Problem to work on: Using the data below, determine the number of lines that include the string "Elisabetta". Write only that number.

(Stored data entries)
··········

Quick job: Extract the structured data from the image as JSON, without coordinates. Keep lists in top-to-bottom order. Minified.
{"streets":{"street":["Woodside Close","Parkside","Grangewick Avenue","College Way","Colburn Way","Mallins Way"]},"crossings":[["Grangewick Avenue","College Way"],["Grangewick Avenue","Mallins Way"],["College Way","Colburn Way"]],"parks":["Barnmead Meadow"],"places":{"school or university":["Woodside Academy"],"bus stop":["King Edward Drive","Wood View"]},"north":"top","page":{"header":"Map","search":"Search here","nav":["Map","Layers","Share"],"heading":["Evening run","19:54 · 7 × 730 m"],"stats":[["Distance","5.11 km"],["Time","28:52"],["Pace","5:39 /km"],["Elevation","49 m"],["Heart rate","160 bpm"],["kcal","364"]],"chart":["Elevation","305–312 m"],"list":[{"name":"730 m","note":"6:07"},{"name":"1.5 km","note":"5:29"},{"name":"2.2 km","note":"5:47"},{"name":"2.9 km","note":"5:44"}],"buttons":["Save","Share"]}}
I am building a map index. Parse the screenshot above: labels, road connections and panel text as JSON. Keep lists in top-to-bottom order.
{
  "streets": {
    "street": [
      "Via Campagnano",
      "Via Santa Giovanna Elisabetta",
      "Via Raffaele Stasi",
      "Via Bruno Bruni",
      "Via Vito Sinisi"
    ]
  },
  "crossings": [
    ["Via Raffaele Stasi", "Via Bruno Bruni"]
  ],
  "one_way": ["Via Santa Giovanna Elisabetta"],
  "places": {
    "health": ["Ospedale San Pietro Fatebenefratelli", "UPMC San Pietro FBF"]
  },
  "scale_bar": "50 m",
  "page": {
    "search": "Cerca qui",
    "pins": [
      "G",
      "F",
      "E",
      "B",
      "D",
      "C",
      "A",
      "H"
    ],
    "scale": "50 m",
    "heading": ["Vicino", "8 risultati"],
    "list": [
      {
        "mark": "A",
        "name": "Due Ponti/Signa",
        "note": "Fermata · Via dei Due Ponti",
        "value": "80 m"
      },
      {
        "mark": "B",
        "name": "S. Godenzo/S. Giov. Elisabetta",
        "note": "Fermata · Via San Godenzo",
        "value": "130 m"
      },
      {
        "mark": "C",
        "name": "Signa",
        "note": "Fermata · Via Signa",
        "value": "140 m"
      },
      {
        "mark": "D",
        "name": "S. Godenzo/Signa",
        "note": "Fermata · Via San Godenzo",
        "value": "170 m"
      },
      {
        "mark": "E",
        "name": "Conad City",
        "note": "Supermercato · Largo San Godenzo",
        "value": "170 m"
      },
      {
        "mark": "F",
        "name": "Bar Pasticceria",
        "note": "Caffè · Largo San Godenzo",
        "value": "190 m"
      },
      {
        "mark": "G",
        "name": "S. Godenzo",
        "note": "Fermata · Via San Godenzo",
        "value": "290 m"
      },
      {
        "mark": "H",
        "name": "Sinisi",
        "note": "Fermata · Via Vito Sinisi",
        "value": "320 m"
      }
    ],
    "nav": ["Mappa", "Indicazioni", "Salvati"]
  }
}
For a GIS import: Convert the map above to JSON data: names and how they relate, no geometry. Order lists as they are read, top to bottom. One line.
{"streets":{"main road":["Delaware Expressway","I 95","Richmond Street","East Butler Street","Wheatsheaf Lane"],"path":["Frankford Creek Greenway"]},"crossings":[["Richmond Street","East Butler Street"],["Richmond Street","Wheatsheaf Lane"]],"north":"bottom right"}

··········

Answer to this exercise: 3